When I was in collage, I had two classes in computer science, namely, “Algorithm” and “Data Structure”. These two concepts are universal in both computer programs and software applications, whether on a rescued laptop or a million dollar mainframe. Nowadays, Web becomes tremendously popular, and of course, extends significantly in scalability. Therefore, are there still any general concepts like algorithm and data structure in modeling the web? Here are some incomplete thoughts of mine about the computation and storage model of the web.
- Google.
For Google search engine, it treats the web as a sorted list based on different keywords. Thus, provided with keywords, the web is sorted by the relevance and PageRank system. Google does both the computation and the storage. For general users, these lists are sorted via some criteria extensively studied by Google; we just get the result out. It seems to me that this is the most successful model for user to access the web. However, sorted list requires both sophisticated sorting mechanism and advanced computational power. Although there are fairly amount of search engines in the world, for most of them, their “sorting quality” or “general coverage” are not as good as Google.
- Del.icio.us/YouTube/Flickr/Google Base, etc.
For these and other similar sites, they basically organize the web or some special media files on the web on a tag-based system, or preciously, an n-to-n mapping structure. All these four in this category are the leading websites on their own fields. For instance, YouTube is the largest video-sharing website, etc. I would conclude that n-to-n mapping about the media sharing is suitable for socialized website. We can find other success models elsewhere.
- Amazon, Facebook, Microsoft and Google’s Data Storage API.

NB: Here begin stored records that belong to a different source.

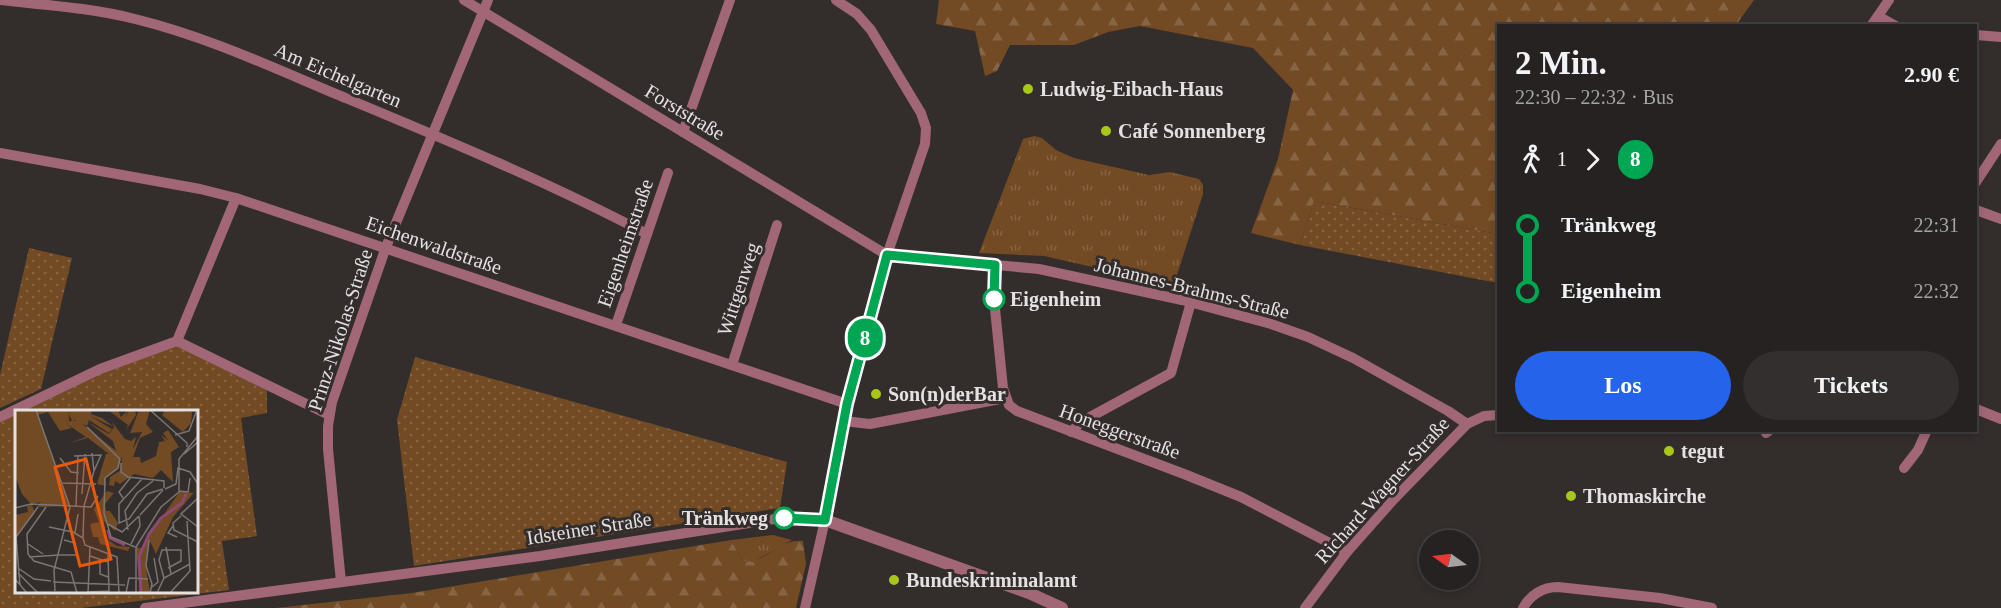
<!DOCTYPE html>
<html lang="de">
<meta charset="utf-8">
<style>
body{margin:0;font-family:Georgia,serif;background:#322f2e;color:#f1f3f6;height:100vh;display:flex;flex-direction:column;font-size:22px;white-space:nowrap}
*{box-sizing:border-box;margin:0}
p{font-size:20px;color:#a4a4a5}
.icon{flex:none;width:33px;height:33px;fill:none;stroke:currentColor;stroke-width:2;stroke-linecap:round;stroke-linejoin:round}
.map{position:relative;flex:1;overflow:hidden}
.details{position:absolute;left:1497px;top:24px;width:480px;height:408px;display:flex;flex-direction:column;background:#262221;border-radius:0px;box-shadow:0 3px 9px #0003,0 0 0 2px #423f3f}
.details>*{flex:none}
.badge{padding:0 12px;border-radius:20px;font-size:21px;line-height:39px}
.needle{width:39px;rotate:284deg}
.buttons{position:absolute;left:1419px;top:530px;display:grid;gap:12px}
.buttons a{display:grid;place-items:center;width:60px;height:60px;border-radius:50%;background:#262221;box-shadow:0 3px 9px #0003,0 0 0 2px #423f3f;font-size:30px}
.map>.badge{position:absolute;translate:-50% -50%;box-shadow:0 0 0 3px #fff}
.legs{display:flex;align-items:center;gap:9px;height:66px;padding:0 18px;font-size:20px}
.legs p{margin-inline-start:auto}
.headline{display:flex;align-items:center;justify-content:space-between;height:102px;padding:0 18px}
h1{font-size:33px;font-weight:700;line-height:45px}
.primary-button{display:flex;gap:12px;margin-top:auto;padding:12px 18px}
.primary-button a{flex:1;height:69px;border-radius:36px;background:#2563eb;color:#fff;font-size:24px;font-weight:700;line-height:69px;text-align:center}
.primary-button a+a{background:#322f2e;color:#f1f3f6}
ul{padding:0 18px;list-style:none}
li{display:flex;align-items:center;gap:21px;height:66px;font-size:22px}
li i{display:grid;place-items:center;width:9px;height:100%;margin:0 8px;background:currentColor}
li i::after{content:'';width:15px;height:15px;margin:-8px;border:4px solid;border-radius:50%;background:#262221}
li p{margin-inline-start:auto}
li:first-child i{background:linear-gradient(#0000 50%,currentColor 0)}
li:last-child i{background:linear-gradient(currentColor 50%,#0000 0)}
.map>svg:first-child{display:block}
.grass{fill:url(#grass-dots)}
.forest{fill:url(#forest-firs)}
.park{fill:url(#park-tufts)}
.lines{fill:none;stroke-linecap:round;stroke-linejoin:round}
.minor{stroke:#a16776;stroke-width:10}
.tertiary{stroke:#a16776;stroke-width:12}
.line-1-casing{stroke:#fff;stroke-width:14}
.line-1{stroke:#00a651;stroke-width:9}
.poi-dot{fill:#a9c71b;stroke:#332d2c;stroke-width:2}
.stop-1-dot{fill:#fff;stroke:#00a651;stroke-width:3}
.labels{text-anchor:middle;stroke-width:6;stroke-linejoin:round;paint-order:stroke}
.street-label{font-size:20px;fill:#e6e1e1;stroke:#332d2c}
.poi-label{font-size:20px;font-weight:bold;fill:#e6e1e1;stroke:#332d2c;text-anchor:start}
.stop-label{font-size:20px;font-weight:bold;fill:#e6e1e1;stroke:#332d2c;text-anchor:start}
.inset-river{fill:none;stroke:#8e4873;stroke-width:3}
.inset-road{fill:none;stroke:#7b7574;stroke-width:1.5}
.view{fill:#e8590c;fill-opacity:0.15;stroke:#e8590c;stroke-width:3}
.inset-edge{fill:none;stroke:#e6e1e1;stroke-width:3}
</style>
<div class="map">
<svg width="2001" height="608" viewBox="0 0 2001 608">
<defs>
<pattern id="grass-dots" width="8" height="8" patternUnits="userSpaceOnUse" patternTransform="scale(1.5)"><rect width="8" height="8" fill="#724a24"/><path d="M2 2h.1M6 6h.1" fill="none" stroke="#866444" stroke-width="1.8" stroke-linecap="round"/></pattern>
<pattern id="forest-firs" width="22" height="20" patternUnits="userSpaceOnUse" patternTransform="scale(1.5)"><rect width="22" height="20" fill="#724a24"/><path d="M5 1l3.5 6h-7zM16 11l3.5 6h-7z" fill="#866444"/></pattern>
<pattern id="park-tufts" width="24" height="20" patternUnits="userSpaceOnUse" patternTransform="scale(1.5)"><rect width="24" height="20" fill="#724a24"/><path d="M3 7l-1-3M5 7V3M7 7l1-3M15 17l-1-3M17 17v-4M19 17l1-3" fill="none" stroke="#866444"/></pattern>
</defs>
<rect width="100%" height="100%" fill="#332d2c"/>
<g class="grass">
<polygon points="1314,201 1498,234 1498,283 1300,245"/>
<polygon points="29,248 72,258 41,389 0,408 0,375"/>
<polygon points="178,346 267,390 267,413 241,418 257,536 222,541 229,590 81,608 0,608 0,422 16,414 16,592 196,592 196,412 21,411 104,371"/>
<polygon points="415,357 787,462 780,508 414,566 397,420"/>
</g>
<g class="forest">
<polygon points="939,0 1754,0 1736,25 1498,26 1498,234 1314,201 1300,245 1251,233 1278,159 1293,90 1253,48 1140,26 1108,32 1074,45 1010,45 997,71 985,76 975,31 936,24"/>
<path d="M731,540L743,561C767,564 778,538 803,541L806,564L796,608H276L412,593Z"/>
</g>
<g class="park">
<polygon points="1034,136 1042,138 1056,150 1074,158 1149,175 1170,172 1199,179 1203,185 1203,194 1176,278 1172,283 1167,284 1044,256 979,253 1023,139"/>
<polygon points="773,535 792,540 753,562 743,561 731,540"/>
</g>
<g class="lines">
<g class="minor">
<path d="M0,0C45,5 92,8 135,19C209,37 278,70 348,99C449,141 550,183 647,234"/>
<polyline points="464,0 887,255 1039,269 1182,300 1271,324 1308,337 1353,358 1448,411 1467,424"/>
<polyline points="1878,16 1896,26"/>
<polyline points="1871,26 1889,0"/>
<polyline points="1976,35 2001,37"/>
<polyline points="683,132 730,0"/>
<polyline points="0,153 200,189 236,198 847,404"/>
<polyline points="1976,182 2001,144"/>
<polyline points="1976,210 2001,219"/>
<polyline points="995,265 994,299 1003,388 1009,405 1017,411 1184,474 1241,497 1347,552"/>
<polyline points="616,325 668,173"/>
<polyline points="177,341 329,415"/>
<polyline points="732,365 777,225"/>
<polyline points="1976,409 2001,419"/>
<polyline points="0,417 100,369 177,341 236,198"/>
<polyline points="844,421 870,424 1005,398"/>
<polyline points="1071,432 1081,422 1171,373 1191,302"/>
<polyline points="1766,433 1770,430"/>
<polyline points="1904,468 1918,450 1927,430"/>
<polyline points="341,582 328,449 328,426 332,402 386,247 488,0"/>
<polyline points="145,608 540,556 787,517 825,520"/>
<polyline points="805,608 825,520 847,404 887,255 925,144 926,128 921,113 871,30 857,14 836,0"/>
<polyline points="1305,608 1347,552 1394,499 1467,424 1484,416 1498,415"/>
<path d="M1523,608C1530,595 1543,587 1558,587L1660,598L1712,608"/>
</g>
<polyline class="tertiary" points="825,520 1029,593 1062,608"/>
</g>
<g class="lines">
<g class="line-1-casing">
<polyline id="line-1" points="784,518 825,520 847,404 887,255 995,265 994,299"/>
</g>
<use href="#line-1" class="line-1"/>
</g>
<g class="poi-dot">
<circle cx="1028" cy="89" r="6"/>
<circle cx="1106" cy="131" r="6"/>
<circle cx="876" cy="394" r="6"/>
<circle cx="1669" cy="451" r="6"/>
<circle cx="1571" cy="496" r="6"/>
<circle cx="894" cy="580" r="6"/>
</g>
<g class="stop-1-dot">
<circle cx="994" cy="299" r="10"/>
<circle cx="784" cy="518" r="10"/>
</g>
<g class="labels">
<g class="street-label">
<text transform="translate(338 75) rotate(23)" y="7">Am Eichelgarten</text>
<text transform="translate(685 112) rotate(31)" y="7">Forststraße</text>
<text transform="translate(625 243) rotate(-71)" y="7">Eigenheimstraße</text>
<text transform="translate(434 245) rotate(19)" y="7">Eichenwaldstraße</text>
<text transform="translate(1192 288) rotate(14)" y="7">Johannes-Brahms-Straße</text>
<text transform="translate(738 289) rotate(-72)" y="7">Wittgenweg</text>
<text transform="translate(340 330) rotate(-72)" y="7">Prinz-Nikolas-Straße</text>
<text transform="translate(1120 431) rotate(20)" y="7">Honeggerstraße</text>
<text transform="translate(1382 490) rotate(-48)" y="7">Richard-Wagner-Straße</text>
<text transform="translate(589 528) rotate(-9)" y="7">Idsteiner Straße</text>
</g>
<g class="poi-label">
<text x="1040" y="96">Ludwig-Eibach-Haus</text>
<text x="1118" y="138">Café Sonnenberg</text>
<text x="888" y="401">Son(n)derBar</text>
<text x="1681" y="458">tegut</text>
<text x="1583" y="503">Thomaskirche</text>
<text x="906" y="587">Bundeskriminalamt</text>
</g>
<g class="stop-label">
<text x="1010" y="306">Eigenheim</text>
<text x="768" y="525" text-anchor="end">Tränkweg</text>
</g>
</g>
<g transform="translate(15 410)">
<rect width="183" height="183" fill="#332d2c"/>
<path d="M55,0L54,11H64L101,41L98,31L73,12L94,24L99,17L97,12L110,29L116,31L121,27L118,39L127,22L115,23L124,0H135L131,14L138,22L125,28L118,47H125L126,53L141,46L144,32L150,31L146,25L153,30L148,23L153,20L164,37L156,42L158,72L146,60L138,68L119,64L105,74L100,71L99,76L94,75L95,67L106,60L107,46L102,60L90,67L91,76L82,74L91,44H94L73,28L54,33L71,27L52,14ZM93,0H103L106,7L113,0L109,10L114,0H120L121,5L111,20L113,15ZM150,0L177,2L176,13L168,22L147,5Z" fill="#724a24"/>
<path d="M0,0H53L54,4V0H77L76,4L87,8L99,17L75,6L97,19L94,23L74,10L72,16L59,10L58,13L54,4L52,14L57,18L45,21L33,2L23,5L54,96L22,97L26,92L16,94L7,84L0,66ZM92,81L99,83L90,94L91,101H95L103,113L100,121L89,111L92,129L102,136L115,137L113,141L85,134L83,127H78L75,114L84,112L79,99Z" fill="#724a24"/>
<path d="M183,78L158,107L141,144L135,131L131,158L135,183H125L121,137L126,138L165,81L178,83ZM17,95L20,103L1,127V160L0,105L13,102L12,96Z" fill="#724a24"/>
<path class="inset-river" d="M93,120L95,128L110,135M126,183L124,147L134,124L146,108L167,93L171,84"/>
<path class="inset-road" d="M21,0L55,97L39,160L40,181M135,0L172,33V37M72,17L105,49M160,25L174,21L182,0M169,44L183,32M59,46L86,45L79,61M45,48L56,62L64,63M105,49L103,58L90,68L89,103L96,127L120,137M106,53V62L113,67L149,71V78M127,69L104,94V113L114,109L132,84L148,79M46,73L81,74M150,79L161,74L163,58L175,62L183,74M164,81L173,82L175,68M67,84L70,44M108,88L104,82L116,67M183,88L166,104L183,117M61,96L63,46M31,97L12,124L13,144L19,151L56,162L62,183M0,98L16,94L76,97L83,86M125,105L148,80M166,106L158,113L159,120L183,132M93,114L107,122L124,106M158,116L153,123L162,127M34,117L58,122L68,128L70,135L102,147L104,183M113,120L110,101L122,83L138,71M60,123L63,104M68,128L69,96L79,61L77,43M134,130L131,156L137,174L135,183M13,134L28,144M116,134L125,116L124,106M151,137L156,164M93,143L94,183M44,145H62L60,133L49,130M75,146L93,152M14,147L44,145M85,149V164L93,167M3,158L19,169L36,171M3,163L23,183M149,168L144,150L147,140H166V151L153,158M0,169L12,183M38,172L110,175M5,175L1,127L23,97M137,177L143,172L139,148M72,182L94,181M73,183L75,137M111,183L114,168L133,169M121,183V137L146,97L164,82V49L183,26M142,183L149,168L175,154M155,183L175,161L172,111"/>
<path class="view" d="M71,49L96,149L65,156L40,57Z"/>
<rect width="183" height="183" class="inset-edge"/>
</g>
</svg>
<div class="buttons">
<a><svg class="needle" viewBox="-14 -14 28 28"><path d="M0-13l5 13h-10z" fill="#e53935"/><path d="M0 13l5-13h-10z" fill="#a4a4a5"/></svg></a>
</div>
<b class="badge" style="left:865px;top:338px;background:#00a651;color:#fff">8</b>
<section class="details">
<div class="headline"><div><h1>2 Min.</h1><p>22:30 – 22:32 · Bus</p></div><b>2.90 €</b></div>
<div class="legs"><svg class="icon" aria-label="walk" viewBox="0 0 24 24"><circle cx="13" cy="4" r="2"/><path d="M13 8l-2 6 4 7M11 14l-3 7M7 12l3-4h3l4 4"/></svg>1<svg class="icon" aria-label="forward" viewBox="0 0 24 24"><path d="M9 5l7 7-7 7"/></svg><b class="badge" style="background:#00a651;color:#fff">8</b></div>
<ul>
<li><i style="color:#00a651"></i><b>Tränkweg</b><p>22:31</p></li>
<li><i style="color:#00a651"></i><b>Eigenheim</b><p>22:32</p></li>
</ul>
<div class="primary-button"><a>Los</a><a>Tickets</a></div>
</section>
</div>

According to R/WW, today Microsoft announced Windows Live SkyDrive. Facebook actually quietly released the Data Store API beta recently. Amazon has already had the famous S3 service for a while. They are all treating the web storage as Lookup Table. A closer look shows that all these four data storage API sets are trying to let the user to store heterogeneous media as “object” and support random accessing via keys. For some startups, this feature is critical as the storage scalability is usually an obstacle. Via using these four APIs, the scalability is hidden or moved to these big name companies. Treating the Web as objects will absolutely simplify the storage model and reduce lots of overhead in scalability. Similar to organizing all files under the same folder or on a disk using the file name as the key, sooner they might need some search tool/index/tag mechanism to get rid of the name space nightmare. Additionally, as meta-information should be stored in this system, a search will take twice the database access. Obviously developers have to do more than simply dump the data in. The bottom line is, data storage pools are not big trucks, developers has to maintain them. But I do see the dawn of gird computation here. Here, this is for storage task, but if we can later provide a similar interface to computational task, we will jump into the era of grid computation.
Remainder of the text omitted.